Return floating-point emulation control bits, in the location pointed to by (int *)
arg2.
PR_SET_FPEXC (since Linux 2.4.21, 2.5.32, only on PowerPC)
Set floating-point exception mode to arg2. Pass PR_FP_EXC_SW_ENABLE to use FPEXC
for FP exception enables, PR_FP_EXC_DIV for floating-point divide by zero,
PR_FP_EXC_OVF for floating-point overflow, PR_FP_EXC_UND for floating-point
underflow, PR_FP_EXC_RES for floating-point inexact result, PR_FP_EXC_INV for
floating-point invalid operation, PR_FP_EXC_DISABLED for FP exceptions disabled,
PR_FP_EXC_NONRECOV for async nonrecoverable exception mode, PR_FP_EXC_ASYNC for
async recoverable exception mode, PR_FP_EXC_PRECISE for precise exception mode.
PR_GET_FPEXC (since Linux 2.4.21, 2.5.32, only on PowerPC)
Return floating-point exception mode, in the location pointed to by (int *) arg2.

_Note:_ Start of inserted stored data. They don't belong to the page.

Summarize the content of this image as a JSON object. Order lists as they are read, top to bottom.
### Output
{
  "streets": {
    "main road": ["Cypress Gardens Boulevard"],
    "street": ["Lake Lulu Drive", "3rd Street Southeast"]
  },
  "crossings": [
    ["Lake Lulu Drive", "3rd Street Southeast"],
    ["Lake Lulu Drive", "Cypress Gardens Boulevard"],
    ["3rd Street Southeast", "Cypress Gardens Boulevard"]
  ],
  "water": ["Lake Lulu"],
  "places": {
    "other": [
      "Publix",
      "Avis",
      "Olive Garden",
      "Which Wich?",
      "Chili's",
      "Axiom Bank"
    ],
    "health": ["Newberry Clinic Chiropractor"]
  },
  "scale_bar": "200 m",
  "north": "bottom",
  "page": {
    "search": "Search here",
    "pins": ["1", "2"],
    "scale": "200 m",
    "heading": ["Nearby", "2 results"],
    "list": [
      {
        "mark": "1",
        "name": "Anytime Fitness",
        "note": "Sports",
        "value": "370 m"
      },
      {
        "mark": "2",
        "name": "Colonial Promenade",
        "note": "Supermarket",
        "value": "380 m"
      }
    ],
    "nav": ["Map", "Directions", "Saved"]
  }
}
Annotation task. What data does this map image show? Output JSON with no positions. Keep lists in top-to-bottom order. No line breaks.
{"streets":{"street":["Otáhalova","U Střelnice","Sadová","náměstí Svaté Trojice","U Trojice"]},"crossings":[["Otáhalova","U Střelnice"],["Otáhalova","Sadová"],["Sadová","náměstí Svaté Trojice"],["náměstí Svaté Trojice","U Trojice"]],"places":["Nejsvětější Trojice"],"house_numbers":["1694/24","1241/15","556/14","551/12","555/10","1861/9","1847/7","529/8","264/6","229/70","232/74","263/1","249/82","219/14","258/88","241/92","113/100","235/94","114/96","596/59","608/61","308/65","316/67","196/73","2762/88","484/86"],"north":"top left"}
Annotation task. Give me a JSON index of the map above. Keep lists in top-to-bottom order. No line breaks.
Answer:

PR_SET_KEEPCAPS (since Linux 2.2.18)
Set the state of the thread's "keep capabilities" flag, which determines whether
the threads's permitted capability set is cleared when a change is made to the
threads's user IDs such that the threads's real UID, effective UID, and saved set-
user-ID all become nonzero when at least one of them previously had the value 0.
By default, the permitted capability set is cleared when such a change is made;
setting the "keep capabilities" flag prevents it from being cleared. arg2 must be
either 0 (permitted capabilities are cleared) or 1 (permitted capabilities are
kept). (A thread's effective capability set is always cleared when such a
credential change is made, regardless of the setting of the "keep capabilities"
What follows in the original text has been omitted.